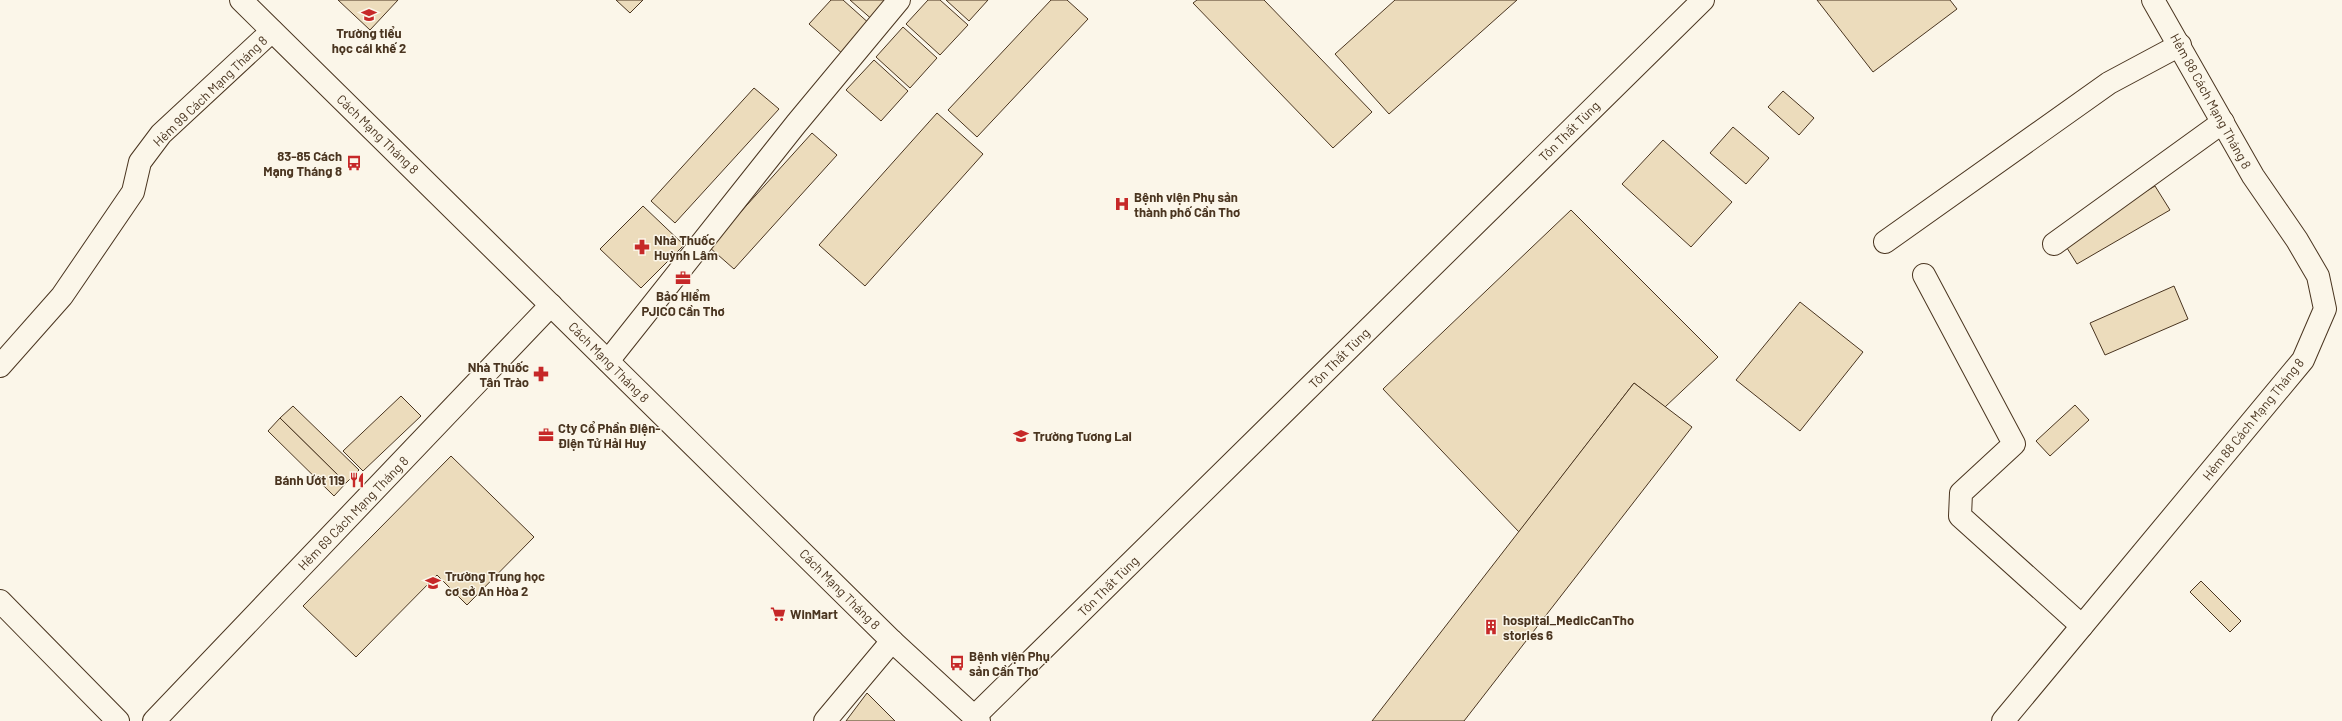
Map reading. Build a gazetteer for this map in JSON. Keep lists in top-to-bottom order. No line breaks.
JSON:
{"streets":{"main road":["Hẻm 99 Cách Mạng Tháng 8","Hẻm 88 Cách Mạng Tháng 8","Tôn Thất Tùng","Cách Mạng Tháng 8","Hẻm 69 Cách Mạng Tháng 8"]},"crossings":[["Hẻm 99 Cách Mạng Tháng 8","Cách Mạng Tháng 8"],["Tôn Thất Tùng","Cách Mạng Tháng 8"],["Cách Mạng Tháng 8","Hẻm 69 Cách Mạng Tháng 8"]],"places":{"school or university":["Trường tiểu học cái khế 2","Trường Tương Lai","Trường Trung học cơ sở An Hòa 2"],"bus stop":["83-85 Cách Mạng Tháng 8","Bệnh viện Phụ sản Cần Thơ"],"hospital":["Bệnh viện Phụ sản thành phố Cần Thơ"],"pharmacy":["Nhà Thuốc Huỳnh Lâm","Nhà Thuốc Tân Trào"],"office":["Bảo Hiểm PJICO Cần Thơ","Cty Cổ Phần Điện- Điện Tử Hải Huy"],"restaurant":["Bánh Ướt 119"],"supermarket":["WinMart"],"building":["hospital_MedicCanTho stories 6"]}}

#### WORK INSTRUCTIONS
I'd like the number of lines above that contain the word "JSON", and nothing besides that number.

#### TASK RESULT
2